Die »Luxemburger Frage« war jedoch mit den H.er Verhandlungen noch nicht entschieden, und Gerhard von R. blieb auch in der Folge einer der prominentesten Gegner Burgunds, ja war zeitw. sogar deren Anführer. Als Maximilian I. einerseits die einzige Erbin Burgunds Maria geheiratet und andererseits mit seinem »Erzfeind« Kg. Ludwig XI. Frieden geschlossen hatte, saß Gerhard von R. zwischen allen Stühlen. Kein Wunder, daß Maximilian an ihm ein Exempel statuieren wollte und seine Burgen als erste stürmen ließ. Die Bürgerwehr von Luxemburg zerstörte im Aug. 1480 zunächst H., während die Eroberung von Reichersberg und → Rodemacher erst drei Jahre später gelang. Die Schleifung von H. war einer der Gründe für Gerhards erneutes Überlaufen zu den Franzosen.

Die Burg H. wurde wohl von den Mgf.en von Baden wieder instand gesetzt. Sie hatten dort noch lange ihre Vögte sitzen, die sich wie ihre Kollegen in R. mit ständig wechselnden milit. Besatzungen arrangieren mußten. Mgf. Hermann Fortunatus von Baden-Rodemacher veräußerte große Teile seines Territoriums, u. a. i.J. 1632 H. Die Anlage wurde in der Folgezeit immer wieder beschädigt und geplündert; sie galt fortan als Steinbruch, u. a. für die Häuser, die nach und nach innerhalb der Festungsmauern gebaut wurden.

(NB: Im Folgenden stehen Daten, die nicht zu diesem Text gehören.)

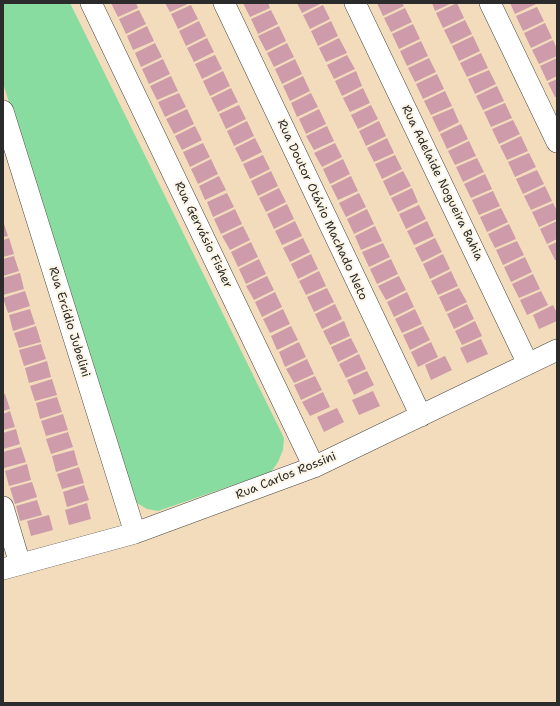 <!DOCTYPE html>
<html>
<head>
<meta charset="utf-8">
<style>
	body { margin:0 }
	#map { position:relative; width:560px; height:706px; overflow:hidden; background:#f2dcbc; font-family:"Shantell Sans",sans-serif }
	canvas { display:block }
	.frame { position:absolute; inset:0; border:4px solid #2b2b2b; pointer-events:none }
</style>
</head>
<body>
<div id="map">
<canvas width="560" height="706"></canvas>
<div class="frame"></div>
</div>
<script>
const context = document.querySelector('canvas').getContext('2d');
context.lineJoin = 'round';
function fill(path, color) { context.fillStyle = color; context.fill(path, 'evenodd'); }
const poly = rows => new Path2D(rows.map(r => 'M' + r).join(''));
function trace(path, color, width, dash) { context.strokeStyle = color; context.lineWidth = width; context.lineCap = dash ? 'butt' : 'round'; context.setLineDash(dash || []); context.stroke(path); }
function label(font, color, halo, rows, align = 'center') {
  context.font = font + ' "Shantell Sans",sans-serif'; context.lineWidth = 4; context.setLineDash([]); context.textBaseline = 'middle'; context.strokeStyle = halo; context.fillStyle = color; for (const [text, x, y, turn = 0] of rows) {
    context.save(); context.translate(x, y); context.rotate((+turn || 0) * Math.PI / 180); context.textAlign = isNaN(turn) ? turn : align; if (halo) context.strokeText(text, 0, 0); context.fillText(text, 0, 0); context.restore();
  }
}
fill(poly([
	[3,3,70,3,284,438,283,450,278,462,271,472,158,511,147,509,137,503,130,494,3,83]
]), '#88dc9f');
fill(poly([
	[111,3,136,3,138,8,118,17],
	[165,3,190,3,170,12],
	[243,3,268,3,270,8,250,17],
	[297,3,322,3,302,13],
	[377,3,402,3,404,6,383,16],
	[432,3,452,3,435,11],
	[457,3,464,18,443,28,436,13],
	[510,3,535,3,536,4,515,14],
	[191,5,198,19,178,29,171,14],
	[323,5,330,19,310,29,303,15],
	[537,7,544,21,523,31,516,16],
	[405,8,412,22,391,32,384,18],
	[139,10,146,24,126,34,119,19],
	[271,10,278,24,258,34,251,19],
	[465,20,472,34,451,44,444,30],
	[199,21,206,36,186,46,179,31],
	[331,21,338,36,318,46,311,31],
	[545,23,552,38,531,48,524,33],
	[413,24,420,39,399,49,392,34],
	[147,26,154,41,133,50,127,36],
	[279,26,286,41,266,51,258,36],
	[473,36,480,51,459,61,452,46],
	[207,38,214,52,194,62,187,48],
	[339,38,347,53,326,62,319,48],
	[553,40,557,49,557,56,539,64,532,50],
	[421,41,428,56,407,66,400,51],
	[155,43,162,57,141,67,135,53],
	[287,43,294,57,274,67,267,53],
	[481,53,488,68,467,77,460,63],
	[215,55,222,69,202,79,195,64],
	[347,55,355,69,334,79,327,65],
	[429,58,436,72,415,82,408,68],
	[557,58,557,76,547,81,540,66],
	[163,59,170,74,149,84,142,69],
	[295,59,302,74,282,84,275,69],
	[489,70,496,84,475,94,468,79],
	[223,71,230,86,210,96,203,81],
	[356,71,362,86,342,96,335,81],
	[437,74,444,89,423,99,416,84],
	[171,76,178,91,157,100,150,86],
	[303,76,310,91,290,101,283,86],
	[557,79,557,97,555,97,548,83],
	[497,86,504,101,483,110,476,96],
	[231,88,238,102,218,112,211,98],
	[363,88,370,103,350,112,343,98],
	[445,91,452,106,431,115,424,101],
	[179,93,186,107,165,117,158,102],
	[311,93,318,107,297,117,291,103],
	[505,103,512,118,491,127,484,112],
	[239,105,246,119,226,129,219,114],
	[371,105,378,119,358,129,351,115],
	[453,108,459,122,439,132,432,117],
	[187,109,194,124,174,134,166,119],
	[319,109,326,124,306,134,299,119],
	[513,120,520,134,499,144,492,129],
	[247,121,254,136,234,146,227,131],
	[379,121,386,136,366,146,359,131],
	[461,124,468,139,447,149,440,134],
	[195,126,202,140,182,150,175,136],
	[327,126,334,141,314,150,306,136],
	[521,136,528,151,507,160,500,146],
	[255,138,262,152,242,162,235,148],
	[387,138,394,153,374,162,367,148],
	[469,141,476,156,455,165,448,151],
	[203,143,210,157,190,167,183,152],
	[335,143,342,157,322,167,314,153],
	[529,153,536,167,515,177,508,162],
	[263,155,270,169,250,179,243,164],
	[395,155,402,169,382,179,375,164],
	[477,158,484,172,463,182,456,167],
	[211,159,218,174,198,184,191,169],
	[343,159,350,174,330,184,323,169],
	[537,170,544,184,523,194,516,179],
	[271,171,278,186,258,196,251,181],
	[403,171,411,186,390,196,383,181],
	[485,174,492,189,471,198,464,184],
	[219,176,226,190,205,200,199,186],
	[351,176,358,191,338,200,331,186],
	[545,186,552,201,531,210,524,196],
	[279,188,286,202,266,212,259,198],
	[412,188,418,202,398,212,391,198],
	[493,191,500,206,479,215,472,200],
	[227,193,234,207,213,217,207,202],
	[359,193,366,207,346,217,339,203],
	[553,203,557,211,557,219,539,227,532,212],
	[287,204,294,219,274,229,267,214],
	[419,205,426,219,406,229,399,214],
	[501,208,508,222,487,232,480,217],
	[235,209,242,224,221,234,214,219],
	[367,209,374,224,354,234,347,219],
	[3,221,8,236,3,237],
	[295,221,302,236,282,245,275,231],
	[427,221,434,236,414,245,407,231],
	[557,221,557,239,547,244,540,229],
	[509,224,516,239,495,248,488,234],
	[243,226,250,240,230,250,222,236],
	[375,226,382,241,361,250,355,236],
	[9,238,14,254,3,257,3,240],
	[303,238,310,252,290,262,283,248],
	[435,238,442,252,422,262,415,248],
	[517,241,524,255,503,265,496,250],
	[251,242,258,257,238,267,231,252],
	[557,242,557,260,555,260,548,246],
	[383,243,390,257,369,267,362,252],
	[311,254,318,269,298,279,291,264],
	[443,254,450,269,430,279,423,264],
	[14,256,19,271,3,276,3,259],
	[525,257,532,272,511,282,504,267],
	[259,259,266,274,246,284,239,269],
	[391,259,398,274,377,284,370,269],
	[319,271,326,286,306,295,299,281],
	[451,271,458,286,438,295,431,281],
	[20,273,24,289,3,295,3,278],
	[533,274,540,289,519,298,512,284],
	[267,276,274,290,254,300,246,286],
	[399,276,406,290,386,300,378,286],
	[327,288,334,302,314,312,307,297],
	[459,288,467,302,446,312,439,297],
	[25,291,30,306,8,313,3,298],
	[541,291,548,305,527,315,520,300],
	[275,292,282,307,262,317,255,302],
	[407,292,414,307,394,317,387,302],
	[335,304,342,319,322,329,315,314],
	[467,304,474,319,454,329,447,314],
	[553,305,557,313,557,321,539,329,533,315],
	[30,309,35,324,13,331,9,315],
	[283,309,290,324,270,333,263,319],
	[415,309,422,324,402,333,395,319],
	[344,321,350,336,330,345,323,331],
	[475,321,482,336,462,345,455,331],
	[36,326,41,342,19,348,14,333],
	[291,326,298,340,277,350,271,336],
	[423,326,430,340,410,350,403,335],
	[351,338,358,352,338,362,331,347],
	[481,339,488,354,467,363,460,348],
	[299,342,306,357,285,367,279,352],
	[431,342,438,357,418,367,411,352],
	[41,344,46,359,24,366,19,350],
	[359,354,366,369,346,378,339,364],
	[445,356,452,370,431,380,425,365],
	[307,359,314,374,294,383,286,369],
	[47,361,51,377,29,383,25,368],
	[367,371,374,385,354,395,347,380],
	[315,376,322,390,301,400,294,385],
	[52,379,57,395,35,401,30,386],
	[373,391,380,406,359,415,352,400],
	[323,392,330,407,310,416,302,402],
	[3,394,5,394,10,409,3,411],
	[57,397,62,412,40,419,36,403],
	[337,408,344,422,324,432,317,417],
	[10,411,15,427,3,430,3,414],
	[63,414,68,430,46,436,41,421],
	[16,429,20,444,3,449,3,433],
	[68,432,73,447,51,454,46,439],
	[21,447,26,462,4,468,3,452],
	[74,450,78,465,56,472,52,456],
	[27,464,31,480,9,486,5,471],
	[79,467,84,483,62,489,57,474],
	[32,482,37,497,15,504,10,488],
	[84,485,89,500,67,507,63,492],
	[37,500,42,515,20,521,16,506],
	[87,503,91,519,69,525,65,510],
	[49,515,53,530,31,536,27,521]
]), '#ce9baa');
const minor = poly([
	[91,3,314,467],
	[224,3,421,416],
	[355,3,528,364],
	[490,3,557,142],
	[3,111,135,533],
	[3,507,20,564],
	[3,569,135,533,314,467,557,350]
]);
trace(minor, '#494641', 22);
trace(minor, '#fff', 21);
label('12px', '#2b2b2b', '#fcf5e5', [
	["Rua Adelaide Nogueira Bahia",442,183,64],
	["Rua Doutor Otávio Machado Neto",322,210,65],
	["Rua Gervásio Fisher",203,235,64],
	["Rua Ercídio Jubelini",69,322,73],
	["Rua Carlos Rossini",286,476,-22]
]);
</script>
</body>
</html>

Die Badener scheinen sich dennoch der strategischen Wichtigkeit der Burg bewußt gewesen zu sein, denn sie kauften die Herrschaft H. i.J. 1734 zurück und setzten sogar wieder einen Amtmann ein. Nach dem so gen. Versailler Vertrag (1779) zwischen Ks.in Maria Theresia und Ludwig XV. von Frankreich wurde H. frz. Hoheitsgebiet und war später Teil eines Gebietstausches zwischen Napoleon I. und dem Mgf.en Karl Friedrich von Baden. Die Burganlage war längst verfallen, das Areal wurde zerstückelt und verbaut. Die luxemburgische Regierung ist seit einigen Jahren bemüht, die Grundstücke aufzukaufen und die Burgruine zu konsolidieren.